== To do ==
Among the entries below, how many lines include "played"? Answer with the number only.
======== Source data
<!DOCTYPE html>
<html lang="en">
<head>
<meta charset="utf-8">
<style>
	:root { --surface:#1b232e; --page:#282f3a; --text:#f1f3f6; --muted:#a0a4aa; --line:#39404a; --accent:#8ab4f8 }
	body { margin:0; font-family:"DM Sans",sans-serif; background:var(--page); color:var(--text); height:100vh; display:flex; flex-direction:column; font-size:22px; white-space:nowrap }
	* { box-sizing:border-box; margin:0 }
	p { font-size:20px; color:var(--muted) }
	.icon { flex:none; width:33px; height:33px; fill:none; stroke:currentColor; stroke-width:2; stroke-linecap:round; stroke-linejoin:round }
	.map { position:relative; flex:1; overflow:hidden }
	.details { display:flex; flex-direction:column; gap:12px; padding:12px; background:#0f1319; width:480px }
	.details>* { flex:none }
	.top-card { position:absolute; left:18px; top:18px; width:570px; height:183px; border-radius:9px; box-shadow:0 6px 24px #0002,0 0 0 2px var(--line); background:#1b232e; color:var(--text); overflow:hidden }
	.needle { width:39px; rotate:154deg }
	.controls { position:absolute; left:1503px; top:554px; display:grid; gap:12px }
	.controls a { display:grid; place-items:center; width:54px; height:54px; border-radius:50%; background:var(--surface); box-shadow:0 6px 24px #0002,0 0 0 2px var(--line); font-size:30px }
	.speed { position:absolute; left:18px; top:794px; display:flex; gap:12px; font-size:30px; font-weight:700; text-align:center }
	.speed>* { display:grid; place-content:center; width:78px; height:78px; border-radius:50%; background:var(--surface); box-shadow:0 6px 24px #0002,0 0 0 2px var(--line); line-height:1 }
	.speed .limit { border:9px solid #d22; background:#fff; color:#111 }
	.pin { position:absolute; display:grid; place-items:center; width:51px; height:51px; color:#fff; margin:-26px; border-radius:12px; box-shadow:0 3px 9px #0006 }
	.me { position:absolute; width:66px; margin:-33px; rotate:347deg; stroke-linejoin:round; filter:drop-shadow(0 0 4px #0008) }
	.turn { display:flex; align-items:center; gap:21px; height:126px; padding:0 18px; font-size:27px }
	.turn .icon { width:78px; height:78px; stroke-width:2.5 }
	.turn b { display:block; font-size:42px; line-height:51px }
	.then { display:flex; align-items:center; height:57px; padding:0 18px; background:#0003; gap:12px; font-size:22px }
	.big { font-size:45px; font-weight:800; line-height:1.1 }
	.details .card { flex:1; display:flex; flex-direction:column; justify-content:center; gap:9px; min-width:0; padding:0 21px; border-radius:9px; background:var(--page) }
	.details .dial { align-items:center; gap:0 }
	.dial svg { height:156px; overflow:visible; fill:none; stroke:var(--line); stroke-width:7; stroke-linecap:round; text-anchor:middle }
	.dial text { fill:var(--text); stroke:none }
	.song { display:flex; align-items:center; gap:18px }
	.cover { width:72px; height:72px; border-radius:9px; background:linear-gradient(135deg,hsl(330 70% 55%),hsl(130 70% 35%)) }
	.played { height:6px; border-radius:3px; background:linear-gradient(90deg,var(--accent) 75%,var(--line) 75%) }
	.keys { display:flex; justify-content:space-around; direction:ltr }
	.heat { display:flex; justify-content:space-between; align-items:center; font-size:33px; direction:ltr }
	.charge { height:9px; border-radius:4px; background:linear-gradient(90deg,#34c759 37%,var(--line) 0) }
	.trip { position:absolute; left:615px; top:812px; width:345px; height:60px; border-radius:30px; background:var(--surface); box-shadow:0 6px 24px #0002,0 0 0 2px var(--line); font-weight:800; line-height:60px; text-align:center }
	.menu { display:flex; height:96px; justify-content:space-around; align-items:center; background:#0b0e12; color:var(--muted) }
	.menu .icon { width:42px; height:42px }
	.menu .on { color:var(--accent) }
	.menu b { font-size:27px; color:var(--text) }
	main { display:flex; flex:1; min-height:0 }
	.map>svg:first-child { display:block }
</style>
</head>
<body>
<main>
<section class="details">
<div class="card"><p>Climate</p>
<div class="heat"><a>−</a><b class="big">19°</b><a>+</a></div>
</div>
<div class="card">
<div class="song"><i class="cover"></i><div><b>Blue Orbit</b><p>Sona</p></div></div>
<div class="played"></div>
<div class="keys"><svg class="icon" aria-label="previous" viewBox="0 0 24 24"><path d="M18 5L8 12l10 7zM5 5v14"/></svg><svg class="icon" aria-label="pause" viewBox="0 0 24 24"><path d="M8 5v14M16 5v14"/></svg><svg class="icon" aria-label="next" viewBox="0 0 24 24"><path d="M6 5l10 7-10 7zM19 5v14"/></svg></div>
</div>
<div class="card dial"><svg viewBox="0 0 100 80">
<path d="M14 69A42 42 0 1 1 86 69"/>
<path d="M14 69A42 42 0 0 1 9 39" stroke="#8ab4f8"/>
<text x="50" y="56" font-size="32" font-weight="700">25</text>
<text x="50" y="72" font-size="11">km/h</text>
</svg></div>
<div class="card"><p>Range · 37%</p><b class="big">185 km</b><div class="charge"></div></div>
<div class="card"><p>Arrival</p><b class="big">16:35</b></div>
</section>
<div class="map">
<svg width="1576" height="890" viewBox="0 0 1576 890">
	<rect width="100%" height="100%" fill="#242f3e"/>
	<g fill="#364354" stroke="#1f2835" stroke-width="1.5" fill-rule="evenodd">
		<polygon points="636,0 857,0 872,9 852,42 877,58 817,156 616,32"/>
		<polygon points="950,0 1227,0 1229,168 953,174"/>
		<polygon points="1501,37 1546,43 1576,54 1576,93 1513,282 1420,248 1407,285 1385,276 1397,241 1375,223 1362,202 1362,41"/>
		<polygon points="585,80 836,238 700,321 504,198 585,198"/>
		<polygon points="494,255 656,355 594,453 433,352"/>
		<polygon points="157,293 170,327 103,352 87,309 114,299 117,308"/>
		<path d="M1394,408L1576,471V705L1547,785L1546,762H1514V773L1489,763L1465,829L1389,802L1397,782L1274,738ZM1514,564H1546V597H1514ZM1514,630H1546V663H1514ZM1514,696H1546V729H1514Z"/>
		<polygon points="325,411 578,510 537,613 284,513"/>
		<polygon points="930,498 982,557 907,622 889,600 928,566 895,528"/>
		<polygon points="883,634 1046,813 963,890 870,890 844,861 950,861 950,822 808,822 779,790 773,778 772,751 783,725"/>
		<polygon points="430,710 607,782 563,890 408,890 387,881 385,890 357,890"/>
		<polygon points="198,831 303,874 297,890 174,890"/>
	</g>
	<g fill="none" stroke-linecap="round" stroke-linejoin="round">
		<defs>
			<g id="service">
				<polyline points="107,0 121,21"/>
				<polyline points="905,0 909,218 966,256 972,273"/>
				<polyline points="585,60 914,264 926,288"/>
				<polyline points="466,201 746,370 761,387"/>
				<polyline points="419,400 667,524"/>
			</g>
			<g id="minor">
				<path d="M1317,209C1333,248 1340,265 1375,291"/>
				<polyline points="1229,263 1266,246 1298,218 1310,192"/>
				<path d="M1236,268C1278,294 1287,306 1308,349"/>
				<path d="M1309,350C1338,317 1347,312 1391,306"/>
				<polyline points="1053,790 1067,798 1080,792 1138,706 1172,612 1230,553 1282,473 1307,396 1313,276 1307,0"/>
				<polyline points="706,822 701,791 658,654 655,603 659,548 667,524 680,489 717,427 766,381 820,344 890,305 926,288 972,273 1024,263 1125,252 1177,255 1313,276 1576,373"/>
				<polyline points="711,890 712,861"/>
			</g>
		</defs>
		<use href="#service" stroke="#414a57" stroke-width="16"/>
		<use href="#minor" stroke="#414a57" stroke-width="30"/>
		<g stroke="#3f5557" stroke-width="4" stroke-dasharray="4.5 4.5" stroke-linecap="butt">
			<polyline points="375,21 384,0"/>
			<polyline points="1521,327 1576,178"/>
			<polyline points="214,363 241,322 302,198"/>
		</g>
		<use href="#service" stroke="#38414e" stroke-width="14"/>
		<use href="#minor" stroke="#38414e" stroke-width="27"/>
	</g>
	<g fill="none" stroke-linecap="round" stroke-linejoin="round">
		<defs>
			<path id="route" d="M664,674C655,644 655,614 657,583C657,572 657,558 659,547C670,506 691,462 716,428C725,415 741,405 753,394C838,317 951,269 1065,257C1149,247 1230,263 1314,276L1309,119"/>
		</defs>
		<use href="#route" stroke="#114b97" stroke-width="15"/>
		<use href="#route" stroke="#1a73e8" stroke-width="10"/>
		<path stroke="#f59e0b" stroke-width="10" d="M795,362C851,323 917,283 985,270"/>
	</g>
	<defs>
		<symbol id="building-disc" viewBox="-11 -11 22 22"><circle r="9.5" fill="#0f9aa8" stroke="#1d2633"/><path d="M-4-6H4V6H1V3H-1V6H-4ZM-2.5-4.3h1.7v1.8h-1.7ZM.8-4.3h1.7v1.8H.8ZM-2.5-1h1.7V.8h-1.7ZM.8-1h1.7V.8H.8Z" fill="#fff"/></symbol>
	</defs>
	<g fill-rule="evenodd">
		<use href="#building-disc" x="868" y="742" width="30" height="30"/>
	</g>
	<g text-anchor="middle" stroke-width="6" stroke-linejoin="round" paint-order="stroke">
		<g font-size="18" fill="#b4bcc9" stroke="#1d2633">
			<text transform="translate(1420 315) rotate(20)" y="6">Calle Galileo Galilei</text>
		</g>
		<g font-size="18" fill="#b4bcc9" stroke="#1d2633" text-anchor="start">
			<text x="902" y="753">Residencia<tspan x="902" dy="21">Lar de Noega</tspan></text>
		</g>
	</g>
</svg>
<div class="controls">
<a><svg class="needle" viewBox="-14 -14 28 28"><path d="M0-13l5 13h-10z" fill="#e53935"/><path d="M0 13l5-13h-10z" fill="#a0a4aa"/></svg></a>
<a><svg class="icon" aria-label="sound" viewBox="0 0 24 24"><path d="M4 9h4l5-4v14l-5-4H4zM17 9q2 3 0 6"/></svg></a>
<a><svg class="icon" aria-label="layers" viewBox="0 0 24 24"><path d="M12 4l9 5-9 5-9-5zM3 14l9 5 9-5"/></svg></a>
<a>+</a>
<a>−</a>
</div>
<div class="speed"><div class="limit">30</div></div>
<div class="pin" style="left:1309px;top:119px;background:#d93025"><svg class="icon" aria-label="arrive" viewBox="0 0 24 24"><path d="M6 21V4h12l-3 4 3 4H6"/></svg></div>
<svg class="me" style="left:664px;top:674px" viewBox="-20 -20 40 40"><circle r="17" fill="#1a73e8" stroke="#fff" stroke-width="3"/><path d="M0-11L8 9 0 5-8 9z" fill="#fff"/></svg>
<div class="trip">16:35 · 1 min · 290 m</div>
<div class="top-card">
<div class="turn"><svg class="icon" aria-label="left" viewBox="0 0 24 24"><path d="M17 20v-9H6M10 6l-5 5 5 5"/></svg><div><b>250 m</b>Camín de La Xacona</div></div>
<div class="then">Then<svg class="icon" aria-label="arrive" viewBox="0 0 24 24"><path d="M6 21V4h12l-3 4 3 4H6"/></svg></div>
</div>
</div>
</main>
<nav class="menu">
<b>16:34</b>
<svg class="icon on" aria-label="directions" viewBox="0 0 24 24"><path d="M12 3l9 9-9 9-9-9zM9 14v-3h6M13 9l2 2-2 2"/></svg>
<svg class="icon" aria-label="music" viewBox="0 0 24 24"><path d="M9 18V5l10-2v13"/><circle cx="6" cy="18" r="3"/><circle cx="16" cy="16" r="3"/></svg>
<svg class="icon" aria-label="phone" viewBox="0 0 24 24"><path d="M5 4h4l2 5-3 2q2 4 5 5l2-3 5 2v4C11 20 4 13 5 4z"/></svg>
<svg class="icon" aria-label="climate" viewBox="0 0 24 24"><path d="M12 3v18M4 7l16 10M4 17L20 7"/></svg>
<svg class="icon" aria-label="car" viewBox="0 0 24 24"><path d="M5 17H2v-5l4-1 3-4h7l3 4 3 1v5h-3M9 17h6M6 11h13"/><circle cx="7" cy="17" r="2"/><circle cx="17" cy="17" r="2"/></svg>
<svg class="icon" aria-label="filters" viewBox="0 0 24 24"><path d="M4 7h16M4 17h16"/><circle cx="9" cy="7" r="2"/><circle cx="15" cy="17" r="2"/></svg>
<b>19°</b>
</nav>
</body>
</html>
================
======== Source data
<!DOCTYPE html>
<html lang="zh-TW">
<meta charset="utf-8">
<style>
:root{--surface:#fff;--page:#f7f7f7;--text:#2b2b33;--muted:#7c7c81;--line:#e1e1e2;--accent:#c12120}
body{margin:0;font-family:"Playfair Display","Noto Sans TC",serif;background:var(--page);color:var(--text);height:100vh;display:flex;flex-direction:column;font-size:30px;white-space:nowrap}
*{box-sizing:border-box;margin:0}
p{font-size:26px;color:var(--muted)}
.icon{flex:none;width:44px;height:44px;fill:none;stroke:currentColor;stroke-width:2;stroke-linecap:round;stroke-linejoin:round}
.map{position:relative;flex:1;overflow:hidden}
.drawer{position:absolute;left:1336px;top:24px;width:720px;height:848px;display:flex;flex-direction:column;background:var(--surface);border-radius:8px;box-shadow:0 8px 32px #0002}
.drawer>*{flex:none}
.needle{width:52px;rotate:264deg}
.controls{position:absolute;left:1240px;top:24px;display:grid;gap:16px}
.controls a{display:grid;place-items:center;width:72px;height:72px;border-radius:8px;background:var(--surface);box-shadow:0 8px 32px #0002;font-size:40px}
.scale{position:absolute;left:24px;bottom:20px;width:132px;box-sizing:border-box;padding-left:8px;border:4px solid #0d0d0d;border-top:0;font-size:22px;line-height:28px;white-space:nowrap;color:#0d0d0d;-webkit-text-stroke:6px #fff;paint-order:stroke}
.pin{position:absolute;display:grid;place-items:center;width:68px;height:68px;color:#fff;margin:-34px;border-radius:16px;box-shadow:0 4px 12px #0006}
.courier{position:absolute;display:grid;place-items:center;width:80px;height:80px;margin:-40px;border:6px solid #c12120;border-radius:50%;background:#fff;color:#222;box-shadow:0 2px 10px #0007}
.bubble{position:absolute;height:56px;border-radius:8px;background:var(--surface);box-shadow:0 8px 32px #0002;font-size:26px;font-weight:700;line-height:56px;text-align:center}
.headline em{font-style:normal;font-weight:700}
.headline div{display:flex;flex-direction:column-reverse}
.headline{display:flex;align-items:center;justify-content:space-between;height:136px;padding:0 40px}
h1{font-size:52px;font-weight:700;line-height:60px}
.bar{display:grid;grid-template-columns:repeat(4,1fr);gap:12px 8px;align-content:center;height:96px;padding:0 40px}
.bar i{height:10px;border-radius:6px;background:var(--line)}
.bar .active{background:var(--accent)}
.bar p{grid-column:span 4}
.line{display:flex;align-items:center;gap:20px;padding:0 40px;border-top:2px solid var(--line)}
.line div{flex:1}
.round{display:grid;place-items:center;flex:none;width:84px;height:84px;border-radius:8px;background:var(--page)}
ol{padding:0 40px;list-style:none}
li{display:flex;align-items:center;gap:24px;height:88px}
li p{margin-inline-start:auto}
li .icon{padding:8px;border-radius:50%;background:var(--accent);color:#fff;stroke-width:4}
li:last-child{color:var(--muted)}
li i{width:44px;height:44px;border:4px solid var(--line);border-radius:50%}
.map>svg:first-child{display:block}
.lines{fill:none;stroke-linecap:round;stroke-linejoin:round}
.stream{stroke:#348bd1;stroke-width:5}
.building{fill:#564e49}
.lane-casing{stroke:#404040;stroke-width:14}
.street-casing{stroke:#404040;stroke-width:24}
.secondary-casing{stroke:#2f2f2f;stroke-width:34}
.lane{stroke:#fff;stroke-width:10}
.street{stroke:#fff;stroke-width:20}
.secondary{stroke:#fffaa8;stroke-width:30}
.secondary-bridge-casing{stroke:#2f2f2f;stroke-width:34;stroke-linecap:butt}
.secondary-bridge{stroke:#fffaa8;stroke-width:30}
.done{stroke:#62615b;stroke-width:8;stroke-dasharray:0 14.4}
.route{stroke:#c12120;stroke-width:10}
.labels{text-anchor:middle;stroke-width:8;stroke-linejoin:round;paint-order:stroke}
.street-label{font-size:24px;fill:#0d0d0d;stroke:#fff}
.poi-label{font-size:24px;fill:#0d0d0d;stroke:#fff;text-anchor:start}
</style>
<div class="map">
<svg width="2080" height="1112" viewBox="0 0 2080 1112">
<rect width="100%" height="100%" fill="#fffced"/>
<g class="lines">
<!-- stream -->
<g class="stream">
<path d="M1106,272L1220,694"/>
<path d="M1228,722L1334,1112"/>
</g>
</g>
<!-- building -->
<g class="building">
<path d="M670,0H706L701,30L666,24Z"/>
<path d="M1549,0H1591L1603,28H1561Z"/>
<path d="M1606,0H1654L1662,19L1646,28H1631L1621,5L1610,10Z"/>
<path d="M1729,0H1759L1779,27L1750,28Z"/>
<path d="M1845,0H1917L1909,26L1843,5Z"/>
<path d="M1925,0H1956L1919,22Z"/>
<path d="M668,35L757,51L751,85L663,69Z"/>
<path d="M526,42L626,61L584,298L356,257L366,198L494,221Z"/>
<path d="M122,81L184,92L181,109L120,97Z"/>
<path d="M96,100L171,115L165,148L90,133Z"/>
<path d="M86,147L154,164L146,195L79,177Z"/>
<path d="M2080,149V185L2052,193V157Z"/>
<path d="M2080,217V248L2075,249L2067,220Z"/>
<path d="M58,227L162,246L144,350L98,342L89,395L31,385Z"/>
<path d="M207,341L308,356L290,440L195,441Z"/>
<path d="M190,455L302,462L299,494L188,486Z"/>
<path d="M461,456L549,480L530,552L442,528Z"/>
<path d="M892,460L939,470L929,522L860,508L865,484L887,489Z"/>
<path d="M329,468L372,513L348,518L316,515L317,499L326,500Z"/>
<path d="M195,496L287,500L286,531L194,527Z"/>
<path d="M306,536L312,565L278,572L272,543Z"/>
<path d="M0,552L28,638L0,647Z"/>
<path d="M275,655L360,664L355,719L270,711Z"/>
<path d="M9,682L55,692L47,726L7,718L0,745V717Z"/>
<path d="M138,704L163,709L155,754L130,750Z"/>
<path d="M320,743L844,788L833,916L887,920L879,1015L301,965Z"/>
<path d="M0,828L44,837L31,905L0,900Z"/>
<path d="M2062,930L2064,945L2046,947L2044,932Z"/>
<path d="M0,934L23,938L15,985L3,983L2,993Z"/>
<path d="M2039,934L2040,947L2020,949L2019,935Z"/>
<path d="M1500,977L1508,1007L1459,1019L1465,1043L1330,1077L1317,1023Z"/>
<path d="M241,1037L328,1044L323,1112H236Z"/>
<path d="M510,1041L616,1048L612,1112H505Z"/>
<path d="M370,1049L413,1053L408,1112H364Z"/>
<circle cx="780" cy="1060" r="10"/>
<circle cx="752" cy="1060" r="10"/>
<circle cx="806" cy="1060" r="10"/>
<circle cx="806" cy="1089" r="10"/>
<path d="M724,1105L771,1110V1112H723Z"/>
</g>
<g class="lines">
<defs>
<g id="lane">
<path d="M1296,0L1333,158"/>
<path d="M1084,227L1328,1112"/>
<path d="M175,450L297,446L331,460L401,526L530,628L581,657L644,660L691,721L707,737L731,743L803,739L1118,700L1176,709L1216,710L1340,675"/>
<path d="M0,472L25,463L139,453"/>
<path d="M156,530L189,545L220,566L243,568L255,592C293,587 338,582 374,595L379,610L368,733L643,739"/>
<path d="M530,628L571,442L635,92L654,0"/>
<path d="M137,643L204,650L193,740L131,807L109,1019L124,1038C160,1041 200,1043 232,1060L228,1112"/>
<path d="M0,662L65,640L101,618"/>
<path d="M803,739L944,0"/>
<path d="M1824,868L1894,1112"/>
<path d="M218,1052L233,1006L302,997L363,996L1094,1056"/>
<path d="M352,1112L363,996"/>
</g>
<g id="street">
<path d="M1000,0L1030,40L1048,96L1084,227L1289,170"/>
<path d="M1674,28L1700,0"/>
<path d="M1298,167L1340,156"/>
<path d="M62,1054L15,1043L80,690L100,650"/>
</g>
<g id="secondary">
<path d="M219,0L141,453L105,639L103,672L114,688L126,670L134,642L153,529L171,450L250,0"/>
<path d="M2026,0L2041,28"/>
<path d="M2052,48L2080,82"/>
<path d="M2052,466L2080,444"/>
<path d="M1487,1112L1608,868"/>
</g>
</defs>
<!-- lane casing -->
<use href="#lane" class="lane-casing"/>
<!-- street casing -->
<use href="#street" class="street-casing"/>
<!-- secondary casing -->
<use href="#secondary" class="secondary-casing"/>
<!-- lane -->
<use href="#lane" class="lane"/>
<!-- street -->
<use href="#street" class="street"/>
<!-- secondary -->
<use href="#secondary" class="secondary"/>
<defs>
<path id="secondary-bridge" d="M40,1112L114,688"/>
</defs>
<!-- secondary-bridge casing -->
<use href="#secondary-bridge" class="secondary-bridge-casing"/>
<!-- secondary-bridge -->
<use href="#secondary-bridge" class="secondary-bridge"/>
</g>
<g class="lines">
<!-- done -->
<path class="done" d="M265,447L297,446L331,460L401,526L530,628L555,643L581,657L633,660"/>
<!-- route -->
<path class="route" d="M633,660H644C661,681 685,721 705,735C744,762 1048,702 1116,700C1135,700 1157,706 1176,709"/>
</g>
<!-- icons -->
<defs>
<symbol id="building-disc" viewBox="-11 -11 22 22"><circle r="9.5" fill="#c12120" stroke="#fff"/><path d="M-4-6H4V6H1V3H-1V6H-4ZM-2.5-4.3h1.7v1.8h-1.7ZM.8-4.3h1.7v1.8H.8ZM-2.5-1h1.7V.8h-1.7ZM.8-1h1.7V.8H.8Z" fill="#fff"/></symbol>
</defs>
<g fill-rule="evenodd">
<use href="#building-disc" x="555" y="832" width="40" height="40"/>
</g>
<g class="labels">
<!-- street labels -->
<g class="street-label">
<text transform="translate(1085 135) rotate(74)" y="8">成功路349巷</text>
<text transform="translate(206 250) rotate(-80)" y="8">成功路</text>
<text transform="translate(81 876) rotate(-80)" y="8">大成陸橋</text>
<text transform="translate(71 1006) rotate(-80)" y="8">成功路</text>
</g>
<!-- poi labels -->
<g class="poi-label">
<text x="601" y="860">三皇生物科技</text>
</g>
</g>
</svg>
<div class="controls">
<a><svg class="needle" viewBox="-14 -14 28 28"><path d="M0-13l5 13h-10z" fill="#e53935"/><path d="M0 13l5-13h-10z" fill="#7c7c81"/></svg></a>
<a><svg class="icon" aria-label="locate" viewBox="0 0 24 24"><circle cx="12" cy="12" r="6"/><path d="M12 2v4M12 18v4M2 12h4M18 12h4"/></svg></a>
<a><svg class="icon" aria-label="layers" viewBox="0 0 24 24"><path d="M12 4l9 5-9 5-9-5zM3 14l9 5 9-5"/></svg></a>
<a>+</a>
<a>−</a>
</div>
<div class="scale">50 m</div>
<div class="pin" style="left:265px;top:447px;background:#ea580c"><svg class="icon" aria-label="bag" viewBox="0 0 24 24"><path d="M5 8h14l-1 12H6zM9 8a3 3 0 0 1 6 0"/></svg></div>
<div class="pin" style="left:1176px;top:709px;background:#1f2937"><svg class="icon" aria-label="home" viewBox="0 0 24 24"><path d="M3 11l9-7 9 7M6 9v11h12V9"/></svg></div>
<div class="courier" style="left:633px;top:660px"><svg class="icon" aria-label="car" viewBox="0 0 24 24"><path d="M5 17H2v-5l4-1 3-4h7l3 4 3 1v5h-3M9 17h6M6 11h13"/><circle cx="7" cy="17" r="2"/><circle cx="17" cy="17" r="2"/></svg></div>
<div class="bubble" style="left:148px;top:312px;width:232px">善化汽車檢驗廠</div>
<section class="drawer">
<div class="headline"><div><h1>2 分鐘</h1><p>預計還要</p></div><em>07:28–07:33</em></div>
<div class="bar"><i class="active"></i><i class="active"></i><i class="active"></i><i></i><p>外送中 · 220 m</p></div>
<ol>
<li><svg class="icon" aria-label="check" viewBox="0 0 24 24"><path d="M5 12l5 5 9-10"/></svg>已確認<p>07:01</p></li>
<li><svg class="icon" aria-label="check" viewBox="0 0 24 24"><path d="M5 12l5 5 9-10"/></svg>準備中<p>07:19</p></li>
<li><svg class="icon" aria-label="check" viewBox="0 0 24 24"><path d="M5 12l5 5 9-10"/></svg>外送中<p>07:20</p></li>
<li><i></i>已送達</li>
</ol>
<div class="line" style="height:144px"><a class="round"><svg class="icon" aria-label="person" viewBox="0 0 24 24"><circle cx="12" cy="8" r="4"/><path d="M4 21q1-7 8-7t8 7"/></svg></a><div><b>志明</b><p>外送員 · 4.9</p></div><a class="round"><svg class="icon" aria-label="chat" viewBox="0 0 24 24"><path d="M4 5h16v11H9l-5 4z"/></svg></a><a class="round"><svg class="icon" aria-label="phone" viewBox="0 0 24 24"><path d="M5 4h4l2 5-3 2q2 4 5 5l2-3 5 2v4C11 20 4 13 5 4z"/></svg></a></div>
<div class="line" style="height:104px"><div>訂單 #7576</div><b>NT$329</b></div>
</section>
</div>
================
== Response below ==
2